"But things like that don't happen every day," he wound up defensively. "I'll go you another cigar on to-morrow."

"No, you won't," I said indignantly; and furtively dropped the infamous thing over the railing.

I am never successful in my little attempts at deception, even in self-defence. In all candour I believe my disposition of that cigar would have gone undetected but for my notorious bad luck. Of course Bigelow's setter, Pompey, had to be asleep right under the spot where I dropped the cigar, and equally of course the burning end had to make instantaneous connection with his nerve centres, via his hide, with such effect that he arose in agony and subsequently used coarse language. Investigation naturally discovered my empty-handed perfidy. To no one else in Radville would this have happened.

On the other hand, no one else in Radville would have thrown away the cigar.

[ V ]

MARGARET'S DAUGHTER

Discomfort roused Duncan from his rest at an early hour, the morning following his arrival in Radville. I must confess that the beds in the Bigelow House are no better than they should be; in fact, according to Duncan, not so good. Duncan ought to know; he has slept in one of them, or tried to; a trial thus far to me denied. From what he has said, however, I shudder to think what will become of me should I ever lose the shelter of Miss Carpenter's second-story front and be thrown out into a heartless world to choose between the Bigelow House and Frank Tannehill's Radville Inn....

Duncan arose and consulted the two-dollar watch which he had left on the pine washstand by the window. It was half-past seven o'clock, and that seemed early to him. He was tired and would willingly have turned in again, but a rueful glance at the couch of his night-long vigil sufficed him. He lifted a hand to Heaven and vowed solemnly: "Never again!"

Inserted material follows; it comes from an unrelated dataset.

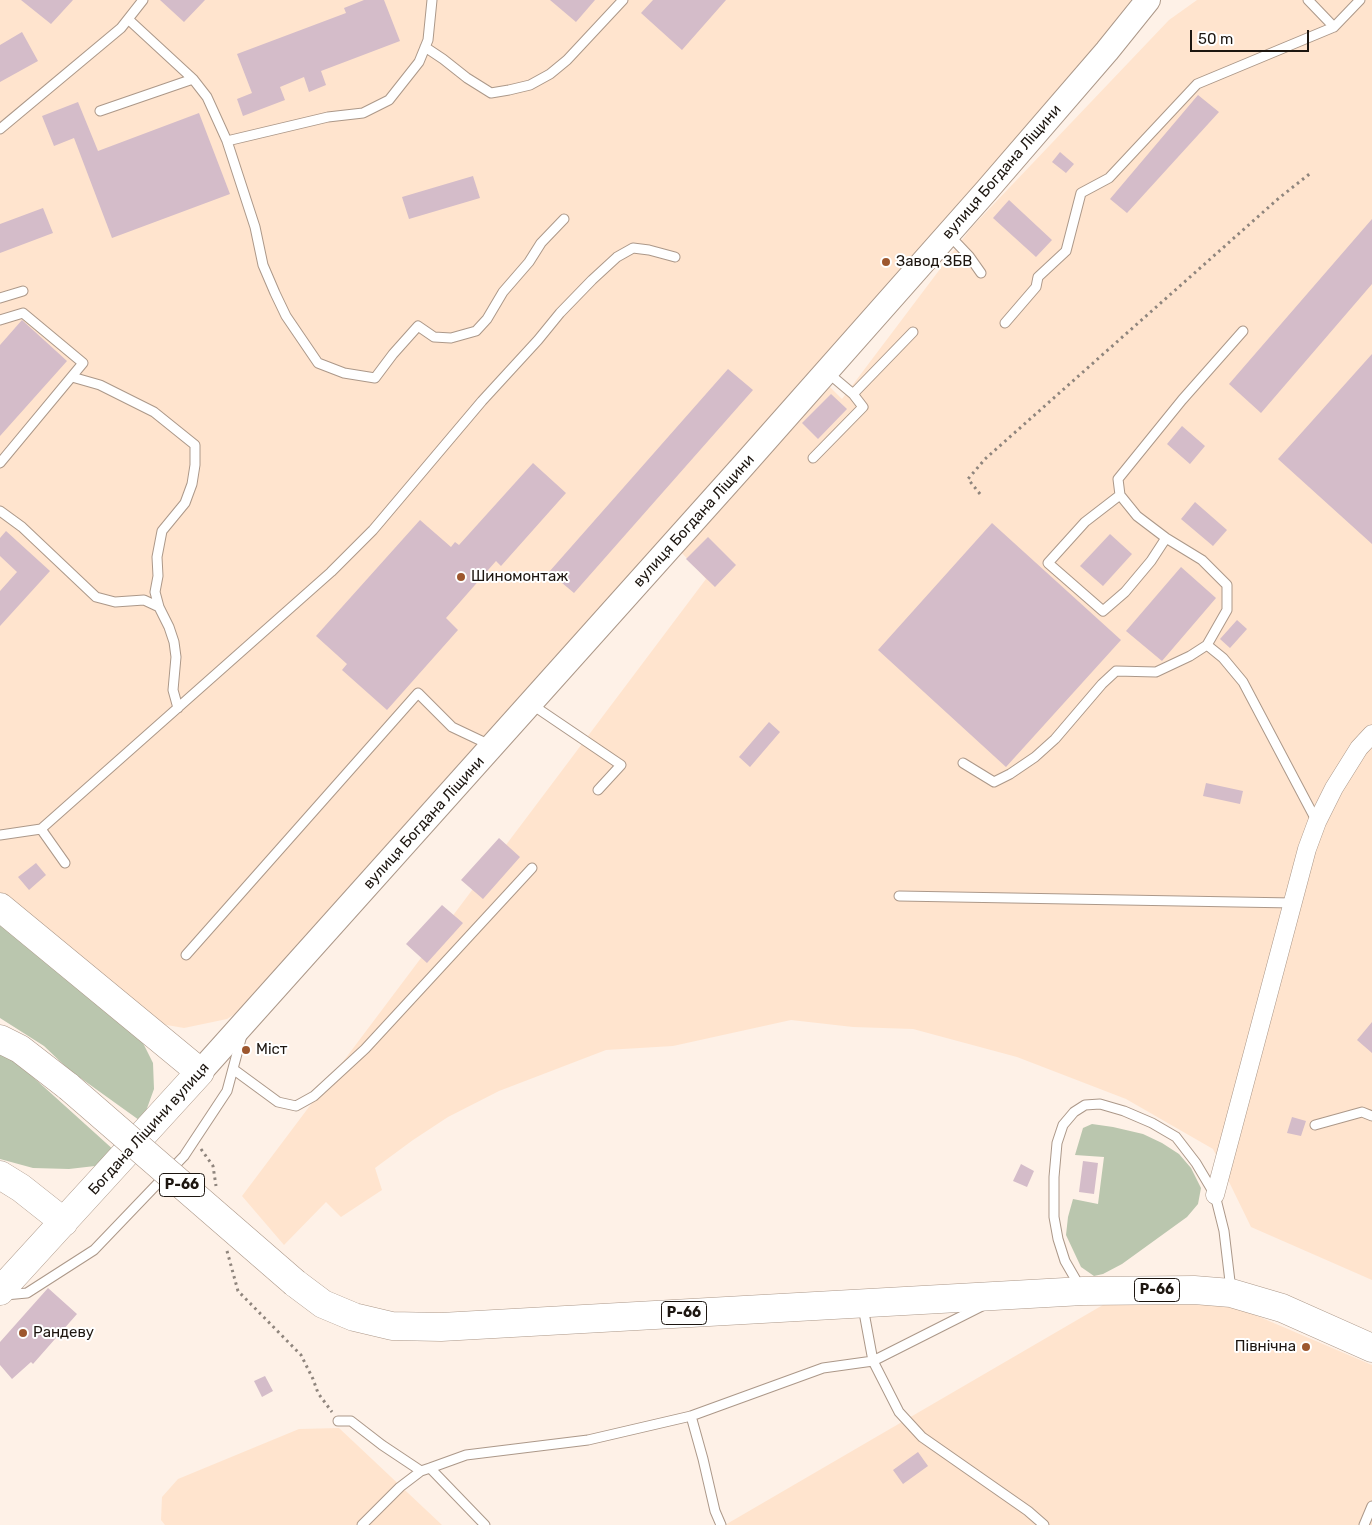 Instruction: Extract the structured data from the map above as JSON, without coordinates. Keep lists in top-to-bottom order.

As he bent over the washstand and poured a cupful of water into the china basin, thus emptying the pitcher, he was conscious of a pain in his back; but a thought cheered him. "They must have decent stables in this town," he considered, brightening. "The haymows for mine, after this."

He dressed with scrupulous care, mindful of Kellogg's parting words, the sense of which was that first impressions were most important. "All the same," Duncan thought, "I don't believe they count in a dead-and- alive place like this. There's no one here with sufficient animation to realise I'm in town." This shows how little he understood our little community. A day of enlightenment was in store for him.